Award No. 45189 Docket No. MW-43954

24-3-NRAB-00003-230225


The Third Division consisted of the regular members and in addition Referee Kathryn A. VanDagens when award was rendered.


(Brotherhood of Maintenance of Way Employes Division – (IBT Rail Conference

PARTIES TO DISPUTE: (

(BNSF Railway Corporation


STATEMENT OF CLAIM:


“Claim of the System Committee of the Brotherhood that:


  1. The Agreement was violated when the Carrier assigned outside forces to perform Maintenance of Way and Structures Department work (unload, haul and remove ties) between Mile Posts 210 and 255 on the Ottumwa Subdivision beginning on May 11, 2015 and continuing through June 18, 2015 (System File C 15-C100-136/10-15-0340 BNR).


  2. The Agreement was further violated when the Carrier failed to notify the General Chairperson in writing in advance of its plans to contract out this work and failed to make a good-faith attempt to reduce the incidence of subcon-tracting and increase the use of its Maintenance of Way forces or reach an understanding concerning such contracting as required by the Note to Rule 55 and Appendix Y.


  3. As a consequence of the violations referred to in Parts (1) and/or (2) above, Claimant J. Sutcliffe shall be paid two hundred twenty-four

(224) hours at his regular rate of pay and Claimants R. Anderson, Jr. and J. Six shall each be paid seventy-two (72) hours at their regular rate of pay and fifty-eight (58) hours at their time and one-half rate of pay.”


FINDINGS:


The Third Division of the Adjustment Board, upon the whole record and all the evidence, finds that:


The carrier or carriers and the employee or employees involved in this dispute are respectively carrier and employee within the meaning of the Railway Labor Act, as approved June 21, 1934.


This Division of the Adjustment Board has jurisdiction over the dispute involved herein.


Parties to said dispute were given due notice of hearing thereon.


The Claimants have established and hold seniority within various classifications of the Carrier’s Maintenance of Way and Structures Department.


On July 27, 28, 29 and 30, 2015, the Carrier assigned outside forces to perform concrete prep work for the erection of steel building at the Hobson Yards in Lincoln, Nebraska.


In a letter dated August 20, 2015, the Organization filed a claim on behalf of the Claimants.
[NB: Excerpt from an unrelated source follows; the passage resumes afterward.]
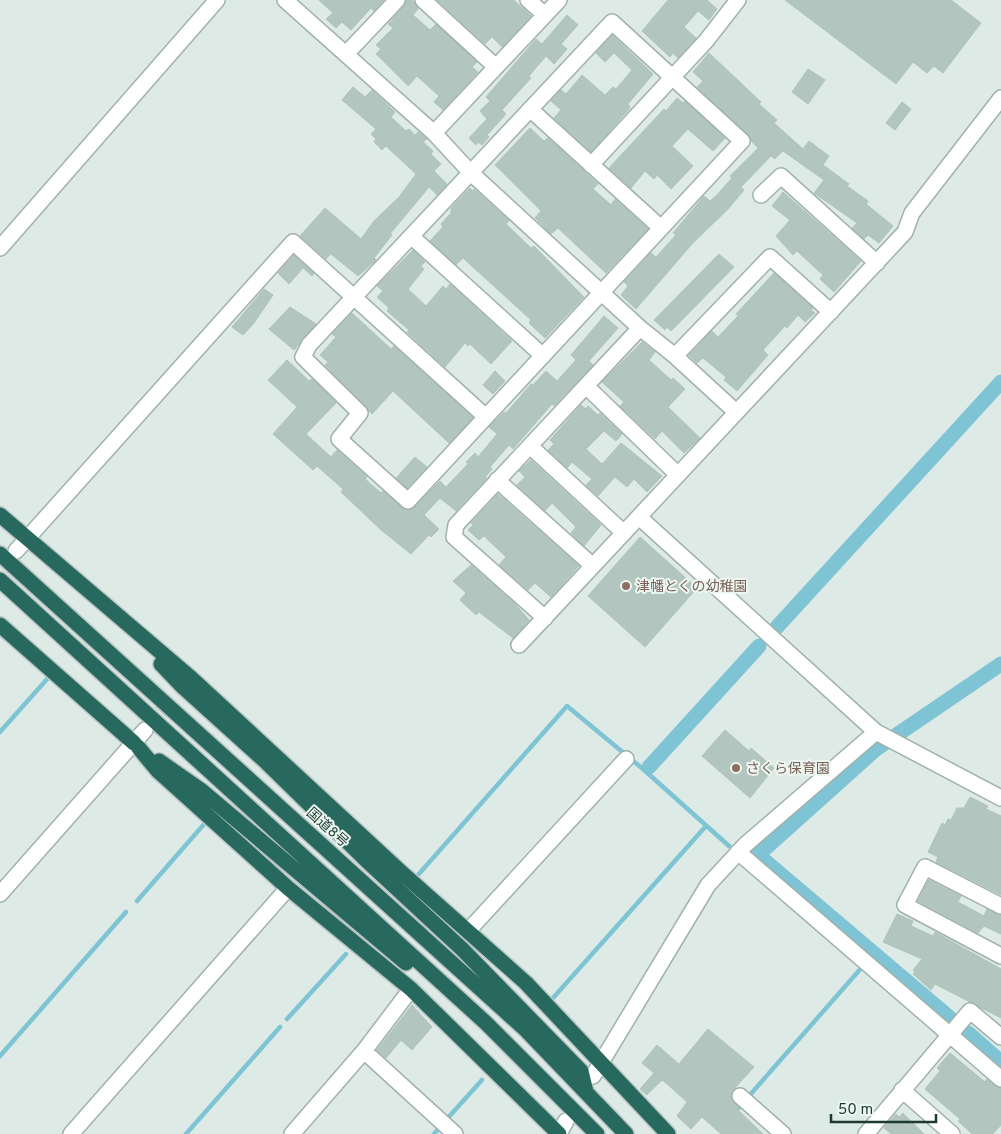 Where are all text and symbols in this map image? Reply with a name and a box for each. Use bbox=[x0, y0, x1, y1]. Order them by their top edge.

The Carrier denied the claim in a letter dated October 19, 2015. Following discussion of this dispute in conference, the positions of the parties remained unchanged, and this dispute is now properly before the Board for adjudication.


The Organization contends that the work of concrete prep work for the erection of a steel building is typical Maintenance of Way (“MOW”) work and is contractually reserved to them under Rules 1, 2, 5, 6, 29, 55 and the Note to Rule 55 to the parties’ Agreement.
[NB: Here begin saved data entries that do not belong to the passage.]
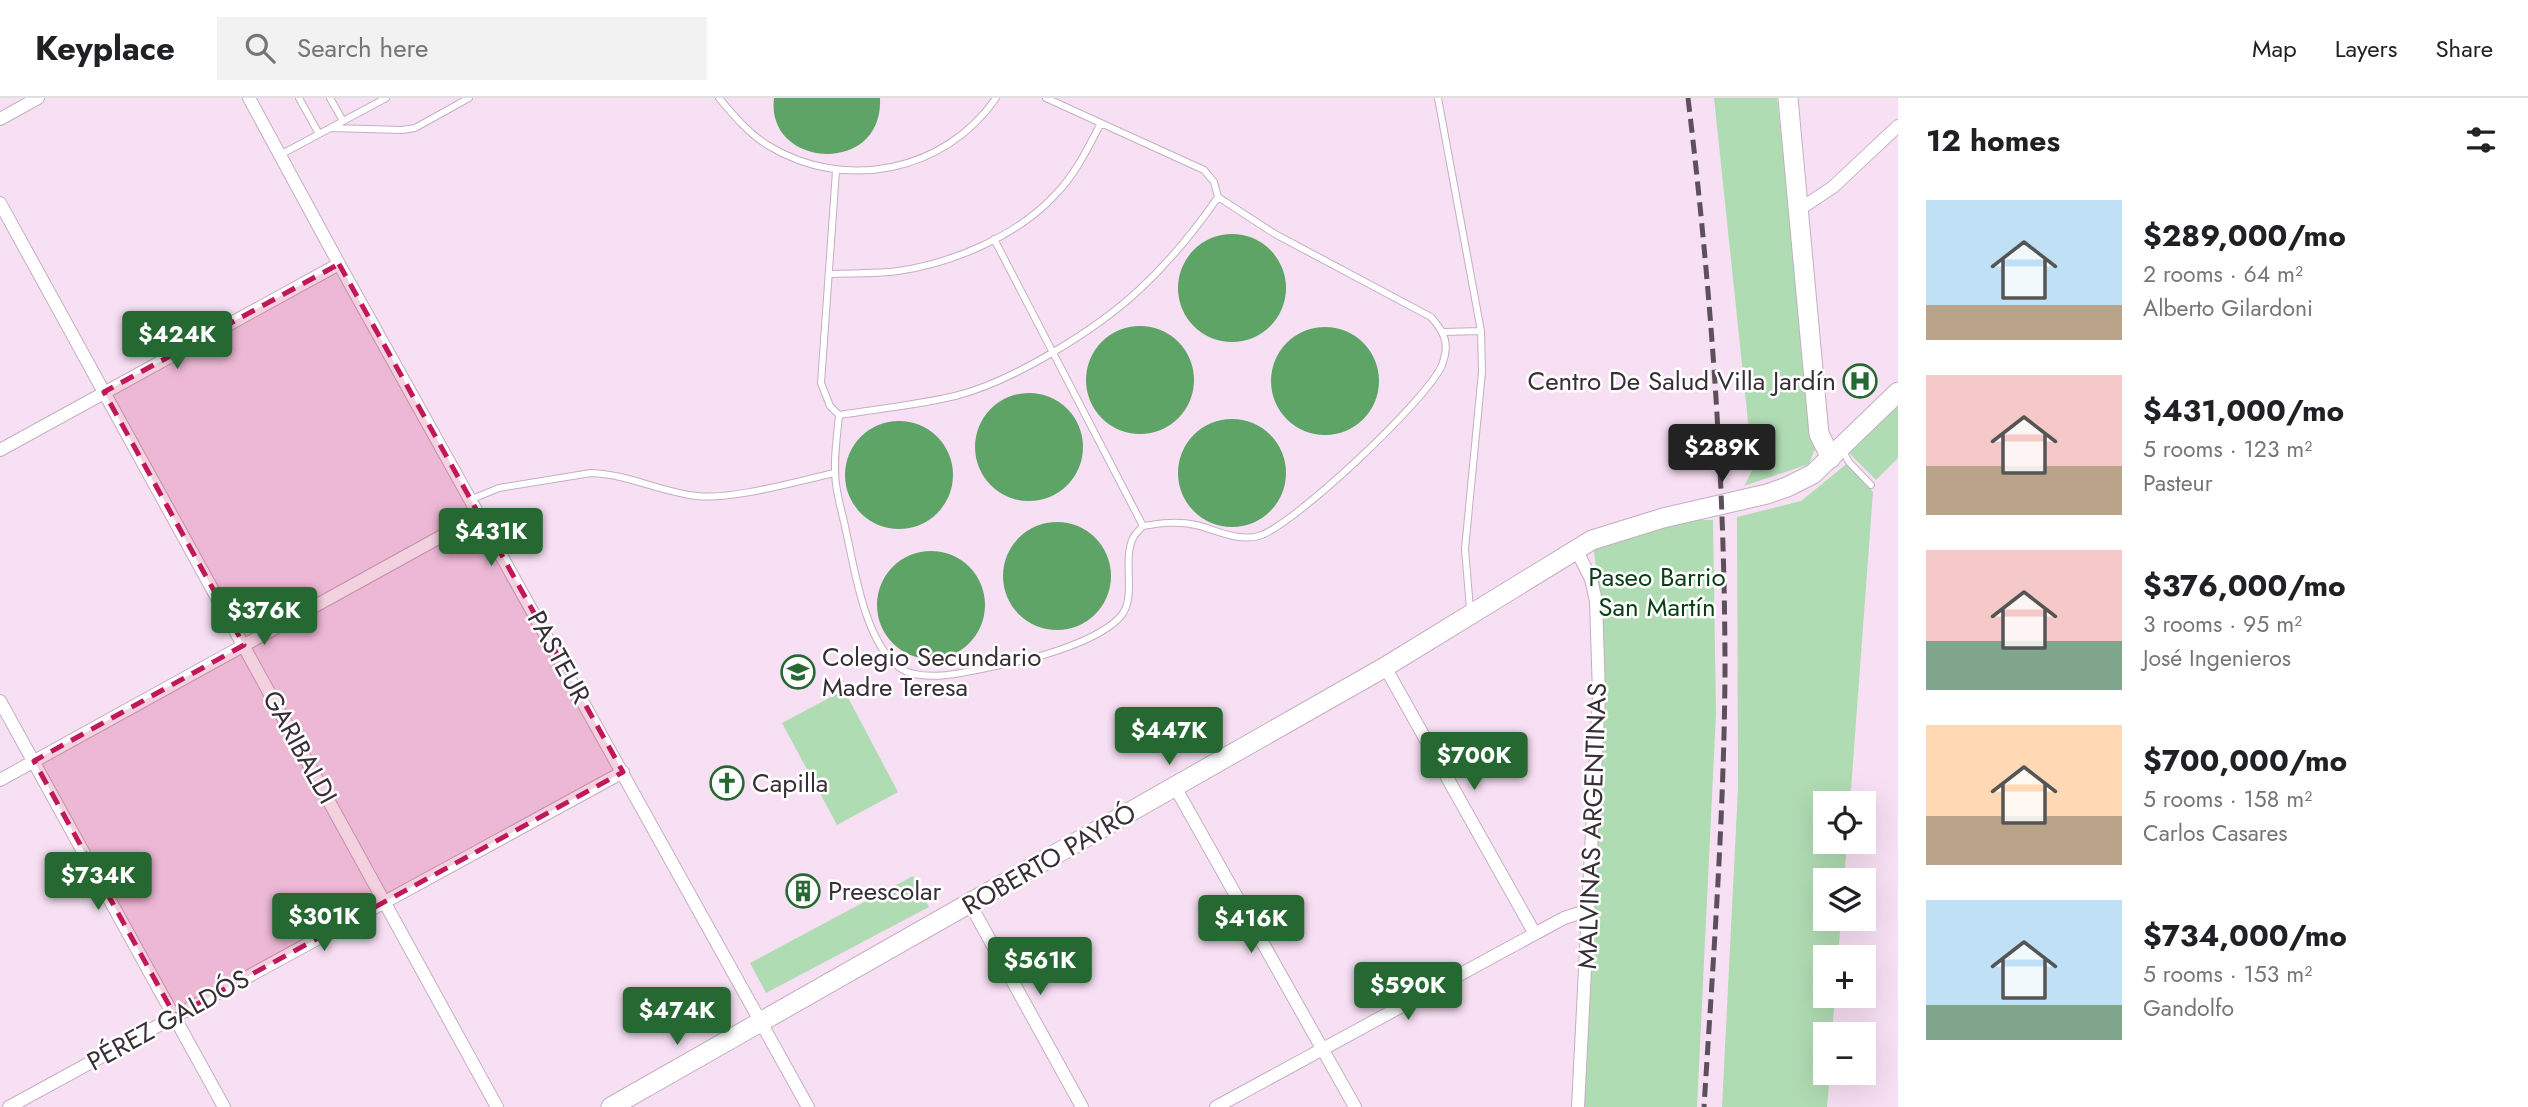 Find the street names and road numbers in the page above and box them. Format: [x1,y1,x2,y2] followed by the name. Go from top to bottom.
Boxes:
[518,604,600,711] street label: PASTEUR
[1568,682,1616,970] street label: MALVINAS ARGENTINAS
[253,683,347,811] street label: GARIBALDI
[955,794,1143,924] street label: ROBERTO PAYRÓ
[80,960,256,1080] street label: PÉREZ GALDÓS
The Organization contends that the Carrier did not factually dispute that the claimed work is basic MOW work that has customarily been performed by MOW forces. The Organization contends that the Carrier’s assertion that the work has been subject to a “mixed practice” performed by both MOW forces and contractors is not supported in the record.


The Organization contends that it has presented a prima facie case of the Carrier’s violation, so the burden shifts to the company to prove that the claim is not


valid. The Organization contends that the Carrier violated the Note to Rule 55 and the National Letter of Agreement when it failed to notify the Organization in writing in advance of its plans to assign outside forces to perform the claimed work. Furthermore, the parties set forth specific criteria under which reserved work may be contracted out and that these are the only criteria under which the Carrier may assert justification for its desire to contract out work customarily performed by MOW employes.


The Organization contends that there is no question that the Carrier failed to comply with the advance notification and conference provisions of the Agreement. The Organization contends that the Carrier’s alleged April 10, 2015, letter notice is nothing more than a “blanket notice” that covers all MOW work done at this location. There is no question that the Carrier failed to comply with the advance notification and conference provisions of the Agreement.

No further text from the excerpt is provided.